## EXERCISE DATA

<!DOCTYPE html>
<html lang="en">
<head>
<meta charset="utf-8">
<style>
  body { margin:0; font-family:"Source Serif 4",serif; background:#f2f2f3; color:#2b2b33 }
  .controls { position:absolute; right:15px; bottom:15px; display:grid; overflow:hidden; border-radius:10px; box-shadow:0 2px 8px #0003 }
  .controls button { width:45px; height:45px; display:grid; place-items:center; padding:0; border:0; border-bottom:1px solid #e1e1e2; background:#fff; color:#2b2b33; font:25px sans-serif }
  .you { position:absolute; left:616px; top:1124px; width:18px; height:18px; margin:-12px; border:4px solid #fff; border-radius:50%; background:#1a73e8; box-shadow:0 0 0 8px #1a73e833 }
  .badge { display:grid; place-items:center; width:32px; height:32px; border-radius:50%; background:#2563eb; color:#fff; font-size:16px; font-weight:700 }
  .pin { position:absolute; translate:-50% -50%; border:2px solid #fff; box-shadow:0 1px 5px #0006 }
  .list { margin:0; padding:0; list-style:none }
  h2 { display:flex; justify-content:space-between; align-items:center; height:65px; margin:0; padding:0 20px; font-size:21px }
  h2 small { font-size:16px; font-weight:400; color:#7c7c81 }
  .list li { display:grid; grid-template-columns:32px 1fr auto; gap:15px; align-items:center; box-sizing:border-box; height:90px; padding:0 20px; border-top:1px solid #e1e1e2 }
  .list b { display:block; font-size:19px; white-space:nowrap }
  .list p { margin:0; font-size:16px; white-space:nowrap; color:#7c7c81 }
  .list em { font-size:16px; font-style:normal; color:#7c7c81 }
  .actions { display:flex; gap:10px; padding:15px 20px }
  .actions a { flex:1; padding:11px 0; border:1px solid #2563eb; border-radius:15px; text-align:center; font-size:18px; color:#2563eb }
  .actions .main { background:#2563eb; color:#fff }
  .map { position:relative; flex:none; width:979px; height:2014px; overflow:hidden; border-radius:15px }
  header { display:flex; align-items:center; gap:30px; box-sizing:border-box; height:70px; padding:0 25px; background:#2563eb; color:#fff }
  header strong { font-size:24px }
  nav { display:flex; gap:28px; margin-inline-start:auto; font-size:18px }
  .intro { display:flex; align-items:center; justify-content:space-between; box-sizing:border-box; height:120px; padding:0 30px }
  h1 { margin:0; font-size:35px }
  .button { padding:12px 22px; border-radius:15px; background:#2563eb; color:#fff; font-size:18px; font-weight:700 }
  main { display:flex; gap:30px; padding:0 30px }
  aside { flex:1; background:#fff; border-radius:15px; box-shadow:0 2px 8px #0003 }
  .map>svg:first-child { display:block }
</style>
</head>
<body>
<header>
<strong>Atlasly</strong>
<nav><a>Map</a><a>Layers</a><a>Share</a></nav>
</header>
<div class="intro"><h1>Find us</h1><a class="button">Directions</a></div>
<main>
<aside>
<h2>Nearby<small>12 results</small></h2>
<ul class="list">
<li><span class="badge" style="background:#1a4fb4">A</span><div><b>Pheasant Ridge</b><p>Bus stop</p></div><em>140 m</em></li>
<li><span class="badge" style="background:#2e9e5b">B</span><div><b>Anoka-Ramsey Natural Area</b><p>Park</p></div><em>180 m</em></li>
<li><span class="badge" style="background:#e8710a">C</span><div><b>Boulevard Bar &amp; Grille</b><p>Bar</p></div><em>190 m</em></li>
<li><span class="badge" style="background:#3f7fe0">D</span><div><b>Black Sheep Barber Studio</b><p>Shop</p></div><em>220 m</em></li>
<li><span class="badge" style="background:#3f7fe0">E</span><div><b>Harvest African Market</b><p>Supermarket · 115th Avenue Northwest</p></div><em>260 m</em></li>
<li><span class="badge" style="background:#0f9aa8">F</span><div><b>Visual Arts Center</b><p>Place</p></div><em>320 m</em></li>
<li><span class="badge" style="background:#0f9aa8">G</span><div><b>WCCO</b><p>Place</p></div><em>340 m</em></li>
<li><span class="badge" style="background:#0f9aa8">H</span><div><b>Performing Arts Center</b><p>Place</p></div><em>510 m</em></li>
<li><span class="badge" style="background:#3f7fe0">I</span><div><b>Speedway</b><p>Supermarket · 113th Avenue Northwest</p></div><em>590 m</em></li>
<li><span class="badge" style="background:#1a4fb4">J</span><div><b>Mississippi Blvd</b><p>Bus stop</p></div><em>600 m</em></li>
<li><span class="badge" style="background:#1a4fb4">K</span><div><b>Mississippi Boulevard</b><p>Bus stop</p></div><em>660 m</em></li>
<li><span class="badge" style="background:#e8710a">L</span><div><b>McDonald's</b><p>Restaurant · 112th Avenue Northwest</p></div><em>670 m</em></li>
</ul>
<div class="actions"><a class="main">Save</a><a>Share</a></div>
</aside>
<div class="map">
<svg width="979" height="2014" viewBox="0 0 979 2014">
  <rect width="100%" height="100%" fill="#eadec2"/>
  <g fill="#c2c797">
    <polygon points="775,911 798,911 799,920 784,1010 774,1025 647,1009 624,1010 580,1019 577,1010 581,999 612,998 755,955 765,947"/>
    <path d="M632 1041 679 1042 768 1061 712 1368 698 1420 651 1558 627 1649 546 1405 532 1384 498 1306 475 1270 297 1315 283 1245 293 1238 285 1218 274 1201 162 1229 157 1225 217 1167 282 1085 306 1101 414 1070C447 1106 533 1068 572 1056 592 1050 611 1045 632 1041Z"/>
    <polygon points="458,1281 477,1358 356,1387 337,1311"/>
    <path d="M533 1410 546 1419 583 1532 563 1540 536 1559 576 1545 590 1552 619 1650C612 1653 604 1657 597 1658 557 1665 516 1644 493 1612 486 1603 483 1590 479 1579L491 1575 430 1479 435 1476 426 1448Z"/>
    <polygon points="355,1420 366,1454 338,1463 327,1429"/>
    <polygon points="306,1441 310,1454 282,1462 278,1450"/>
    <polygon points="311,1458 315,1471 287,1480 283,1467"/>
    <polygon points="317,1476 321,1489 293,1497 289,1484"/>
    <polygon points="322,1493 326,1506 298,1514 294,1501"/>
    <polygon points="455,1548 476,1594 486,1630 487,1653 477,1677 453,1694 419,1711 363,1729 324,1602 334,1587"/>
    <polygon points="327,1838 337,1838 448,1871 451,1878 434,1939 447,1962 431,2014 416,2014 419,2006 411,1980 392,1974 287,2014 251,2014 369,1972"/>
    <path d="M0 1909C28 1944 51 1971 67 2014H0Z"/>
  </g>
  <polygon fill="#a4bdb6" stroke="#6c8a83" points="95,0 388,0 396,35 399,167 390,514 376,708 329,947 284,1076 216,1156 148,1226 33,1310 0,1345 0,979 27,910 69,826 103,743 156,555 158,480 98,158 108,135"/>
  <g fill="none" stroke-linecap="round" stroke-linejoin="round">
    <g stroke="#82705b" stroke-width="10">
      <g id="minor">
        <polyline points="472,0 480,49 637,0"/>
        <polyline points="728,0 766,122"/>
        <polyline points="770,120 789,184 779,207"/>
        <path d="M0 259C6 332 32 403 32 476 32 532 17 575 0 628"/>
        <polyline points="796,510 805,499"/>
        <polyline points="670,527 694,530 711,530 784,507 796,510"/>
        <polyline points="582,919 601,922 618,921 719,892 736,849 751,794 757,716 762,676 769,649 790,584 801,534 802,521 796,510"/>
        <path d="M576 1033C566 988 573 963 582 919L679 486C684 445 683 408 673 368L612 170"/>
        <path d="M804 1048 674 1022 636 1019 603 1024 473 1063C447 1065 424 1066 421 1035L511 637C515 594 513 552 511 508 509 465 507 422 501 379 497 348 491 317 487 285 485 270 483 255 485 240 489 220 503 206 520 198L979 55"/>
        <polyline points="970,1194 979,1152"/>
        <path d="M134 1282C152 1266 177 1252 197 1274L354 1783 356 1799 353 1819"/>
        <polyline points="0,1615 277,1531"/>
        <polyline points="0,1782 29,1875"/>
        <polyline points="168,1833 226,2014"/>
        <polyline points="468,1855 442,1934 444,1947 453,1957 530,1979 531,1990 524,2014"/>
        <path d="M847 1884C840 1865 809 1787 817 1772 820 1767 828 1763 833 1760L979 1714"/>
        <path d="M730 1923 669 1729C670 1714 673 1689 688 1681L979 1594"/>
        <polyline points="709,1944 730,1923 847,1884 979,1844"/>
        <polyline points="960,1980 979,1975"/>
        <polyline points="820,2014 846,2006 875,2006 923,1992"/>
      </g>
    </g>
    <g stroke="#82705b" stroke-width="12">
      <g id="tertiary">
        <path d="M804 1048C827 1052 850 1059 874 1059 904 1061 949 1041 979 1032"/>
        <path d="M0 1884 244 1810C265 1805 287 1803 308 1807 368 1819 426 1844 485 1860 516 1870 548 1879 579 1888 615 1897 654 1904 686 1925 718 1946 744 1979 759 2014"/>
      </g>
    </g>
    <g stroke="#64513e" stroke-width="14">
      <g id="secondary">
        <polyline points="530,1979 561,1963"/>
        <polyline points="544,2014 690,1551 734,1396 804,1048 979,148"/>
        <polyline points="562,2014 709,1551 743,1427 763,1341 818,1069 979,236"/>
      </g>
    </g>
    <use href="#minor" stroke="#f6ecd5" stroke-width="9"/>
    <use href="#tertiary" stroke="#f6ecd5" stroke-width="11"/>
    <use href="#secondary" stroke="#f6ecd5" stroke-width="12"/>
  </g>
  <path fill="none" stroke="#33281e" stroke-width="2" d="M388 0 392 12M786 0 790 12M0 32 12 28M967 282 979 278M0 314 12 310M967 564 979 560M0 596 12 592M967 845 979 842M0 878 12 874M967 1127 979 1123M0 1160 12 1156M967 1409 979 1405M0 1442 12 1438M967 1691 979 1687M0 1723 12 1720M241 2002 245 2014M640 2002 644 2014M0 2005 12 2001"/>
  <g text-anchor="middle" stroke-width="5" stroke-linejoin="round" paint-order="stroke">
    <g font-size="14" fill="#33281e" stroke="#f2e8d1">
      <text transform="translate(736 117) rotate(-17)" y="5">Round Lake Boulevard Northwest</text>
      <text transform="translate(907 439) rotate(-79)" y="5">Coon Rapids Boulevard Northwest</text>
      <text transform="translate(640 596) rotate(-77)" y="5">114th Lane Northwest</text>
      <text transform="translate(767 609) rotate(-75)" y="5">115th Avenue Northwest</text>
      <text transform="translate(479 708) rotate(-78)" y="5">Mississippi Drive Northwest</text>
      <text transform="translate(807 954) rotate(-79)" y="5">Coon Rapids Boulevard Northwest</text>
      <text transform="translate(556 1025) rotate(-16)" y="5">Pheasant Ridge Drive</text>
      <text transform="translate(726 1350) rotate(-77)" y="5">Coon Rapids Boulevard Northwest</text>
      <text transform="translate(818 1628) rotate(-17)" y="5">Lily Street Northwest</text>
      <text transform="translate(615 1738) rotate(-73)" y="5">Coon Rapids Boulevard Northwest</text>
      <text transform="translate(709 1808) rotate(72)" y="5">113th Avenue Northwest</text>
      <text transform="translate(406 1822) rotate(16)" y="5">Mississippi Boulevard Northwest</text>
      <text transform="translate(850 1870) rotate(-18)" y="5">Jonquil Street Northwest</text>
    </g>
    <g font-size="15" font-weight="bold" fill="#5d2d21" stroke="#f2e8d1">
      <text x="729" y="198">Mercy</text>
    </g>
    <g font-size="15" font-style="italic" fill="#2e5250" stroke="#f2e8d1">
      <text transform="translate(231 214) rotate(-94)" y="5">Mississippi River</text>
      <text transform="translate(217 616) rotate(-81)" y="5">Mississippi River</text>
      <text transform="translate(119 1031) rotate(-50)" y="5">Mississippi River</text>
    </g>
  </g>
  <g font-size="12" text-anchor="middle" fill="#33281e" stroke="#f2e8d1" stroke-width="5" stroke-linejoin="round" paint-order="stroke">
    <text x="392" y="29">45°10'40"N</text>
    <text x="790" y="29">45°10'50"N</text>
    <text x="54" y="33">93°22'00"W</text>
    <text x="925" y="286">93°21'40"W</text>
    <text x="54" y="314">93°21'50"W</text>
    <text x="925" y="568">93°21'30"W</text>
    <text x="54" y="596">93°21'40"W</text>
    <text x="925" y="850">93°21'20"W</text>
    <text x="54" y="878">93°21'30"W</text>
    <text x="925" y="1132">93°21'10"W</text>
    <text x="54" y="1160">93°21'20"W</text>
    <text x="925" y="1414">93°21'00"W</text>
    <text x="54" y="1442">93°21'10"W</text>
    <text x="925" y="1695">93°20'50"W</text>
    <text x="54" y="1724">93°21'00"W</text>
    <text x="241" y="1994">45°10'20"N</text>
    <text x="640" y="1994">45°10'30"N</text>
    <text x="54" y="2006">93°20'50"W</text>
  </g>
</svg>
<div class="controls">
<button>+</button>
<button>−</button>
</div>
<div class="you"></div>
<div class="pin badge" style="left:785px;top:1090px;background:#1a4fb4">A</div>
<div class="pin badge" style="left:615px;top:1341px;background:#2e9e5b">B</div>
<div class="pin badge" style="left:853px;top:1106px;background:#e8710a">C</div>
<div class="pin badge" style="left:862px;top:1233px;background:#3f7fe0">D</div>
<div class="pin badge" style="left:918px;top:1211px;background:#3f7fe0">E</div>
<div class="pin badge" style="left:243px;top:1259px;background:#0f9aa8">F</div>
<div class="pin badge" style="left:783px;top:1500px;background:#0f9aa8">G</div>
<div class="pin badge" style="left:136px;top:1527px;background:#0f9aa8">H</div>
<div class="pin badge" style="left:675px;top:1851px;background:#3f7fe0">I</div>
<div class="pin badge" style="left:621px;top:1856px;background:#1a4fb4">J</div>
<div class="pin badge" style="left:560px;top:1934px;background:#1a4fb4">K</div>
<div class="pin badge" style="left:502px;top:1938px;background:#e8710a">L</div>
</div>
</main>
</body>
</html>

## EXERCISE INSTRUCTIONS
Your output must contain exactly the lines from the one containing "<button>−</button>" to the final line of the data above, and no other text.

## SOLUTION TO THE EXERCISE
<button>−</button>
</div>
<div class="you"></div>
<div class="pin badge" style="left:785px;top:1090px;background:#1a4fb4">A</div>
<div class="pin badge" style="left:615px;top:1341px;background:#2e9e5b">B</div>
<div class="pin badge" style="left:853px;top:1106px;background:#e8710a">C</div>
<div class="pin badge" style="left:862px;top:1233px;background:#3f7fe0">D</div>
<div class="pin badge" style="left:918px;top:1211px;background:#3f7fe0">E</div>
<div class="pin badge" style="left:243px;top:1259px;background:#0f9aa8">F</div>
<div class="pin badge" style="left:783px;top:1500px;background:#0f9aa8">G</div>
<div class="pin badge" style="left:136px;top:1527px;background:#0f9aa8">H</div>
<div class="pin badge" style="left:675px;top:1851px;background:#3f7fe0">I</div>
<div class="pin badge" style="left:621px;top:1856px;background:#1a4fb4">J</div>
<div class="pin badge" style="left:560px;top:1934px;background:#1a4fb4">K</div>
<div class="pin badge" style="left:502px;top:1938px;background:#e8710a">L</div>
</div>
</main>
</body>
</html>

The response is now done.